The project provided the opportunity to form a meaningful partnership with Aboriginal and Torres Strait Islander peoples from both the Victorian and Central Australian region across many fields of expertise. Significant contributions to the project were made by Alfie Bamblett, Aunty Di Kerr, Ronald Briggs, Selena White, Christine Farmer, Carmen Naivalu, Virginia O’Rourke and Beck Cole. MK Turner, Christine Palmer, Veronica Turner and Marilyn Cavanagh also provided a valued contribution to the development of content.

The project is one that the APS and KidsMatter are very proud of, not only because of the quality and usefulness of the final resources, but also because of the collaborative and rewarding process of development. The KidsMatter launch of the animations at the APS in June 2014 brought tears to people’s eyes and the videos received a resounding round of applause. The cultural consultants captured the feelings of those involved in the process of making the series.

“The process was one of true partnership and we felt listened to all the way through and through – we were such a deadly team.”

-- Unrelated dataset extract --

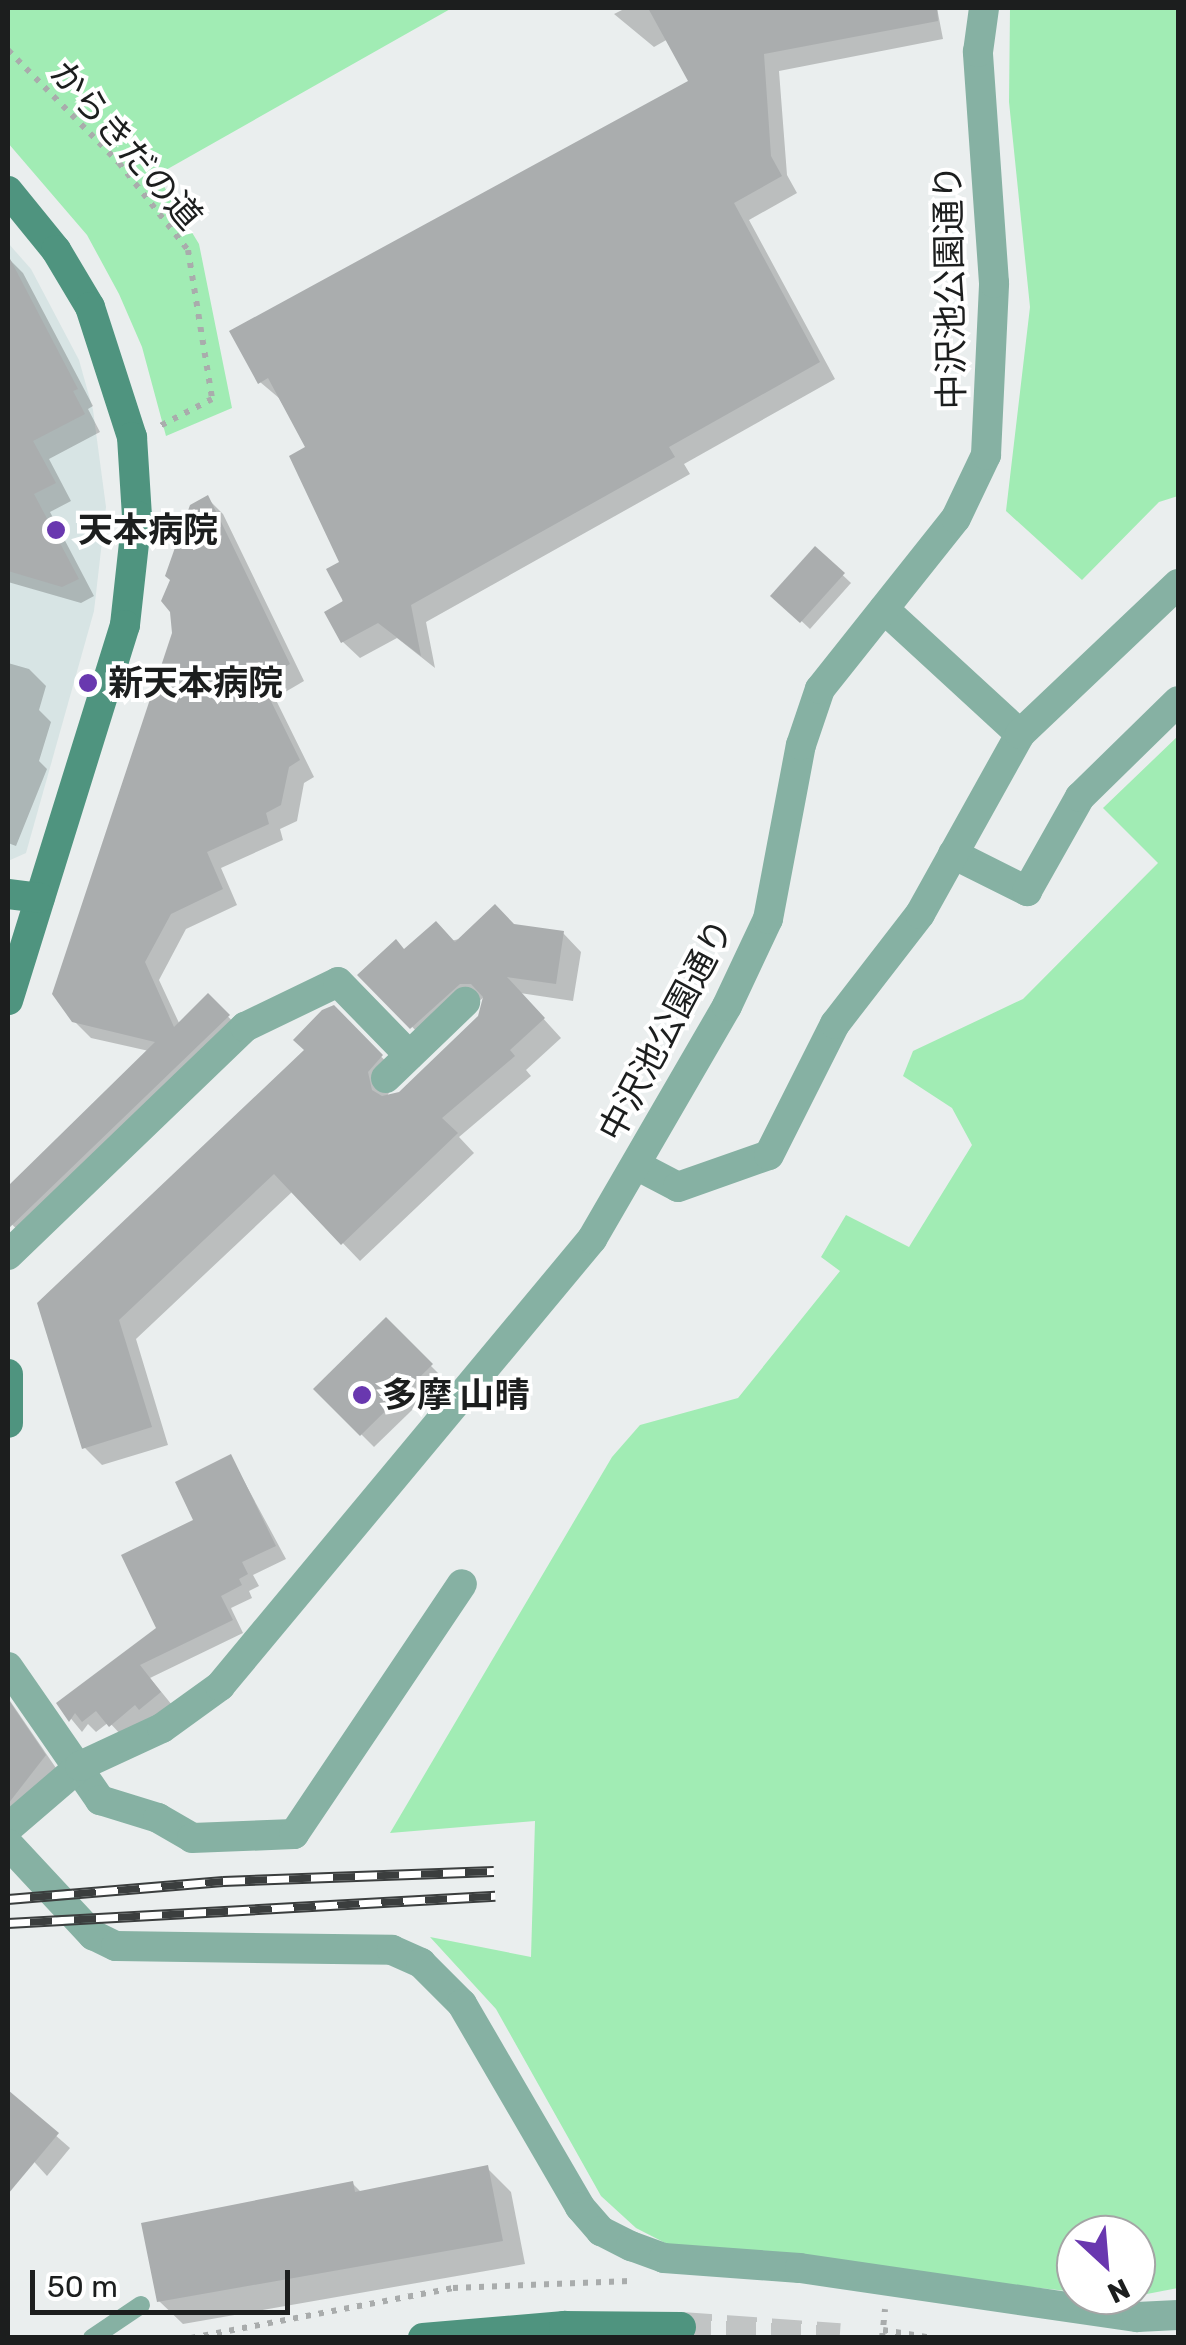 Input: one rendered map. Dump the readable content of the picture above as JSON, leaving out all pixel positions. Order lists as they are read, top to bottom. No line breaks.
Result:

The video animations can be accessed at: www.kidsmatter.edu.au/AboriginalKM

Online resource portal

An online resource portal has also been developed, designed to assist educators, health professionals and families to access existing resources as well as changes to the KidsMatter online programs guide that more specifically include programs and projects relevant to the social and emotional wellbeing of Aboriginal and Torres Strait Islander children.

The resource portal contains information and links to over 200 useful reports, websites, tools and services .

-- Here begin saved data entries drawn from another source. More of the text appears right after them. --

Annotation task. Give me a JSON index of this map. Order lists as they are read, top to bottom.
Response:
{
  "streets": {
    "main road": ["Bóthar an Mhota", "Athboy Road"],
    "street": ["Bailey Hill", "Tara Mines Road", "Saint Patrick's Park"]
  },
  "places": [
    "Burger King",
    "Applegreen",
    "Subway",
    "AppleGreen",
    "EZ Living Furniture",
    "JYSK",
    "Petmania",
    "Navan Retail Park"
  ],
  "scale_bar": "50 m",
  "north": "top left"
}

The resource portal can be accessed at: www.kidsmatter.edu.au/aboriginalportal

 

How psychologists can use the KidsMatter videos

Psychologists can use the videos in a range of ways – with Aboriginal and Torres Strait Islander adults who are caring for children, in group or individual work, with adults and children together, and with non-Indigenous people. Viewing the videos can assist these people:

  • To reflect upon understandings of social and emotional wellbeing from an Aboriginal and Torres Strait Islander perspective
  • As a catalyst for discussion and exploration of the client’s experience
  • As tool to assist with psychoeducation
  • As part of staff PD within schools, early childhood services and health and community agencies.

Psychologists can also view the videos and reflect upon their own practice and journey in developing cultural competencies.

Note that the animations can trigger strong emotions and care should be taken to ensure appropriate supports are in place when using the videos.

 

The APS is pleased to advise that additional KidsMatter funding has been allocated to develop some new material to assist schools, early childhood services and professionals use the videos in a helpful, safe and respectful way. New resources will be added to the website over the next nine months.

KidsMatter is a national mental health promotion, prevention and early intervention initiative being implemented in over 2,200 Australian primary schools and 260 early childhood services. The APS has been a partner in KidsMatter since 2006 and the initiative has been developed in collaboration with beyondblue, Principals Australia Institute, Early Childhood Australia and, with funding from the Australian Government Department of Health and Ageing and beyondblue. Further information about KidsMatter is available at www.kidsmatter.edu.au.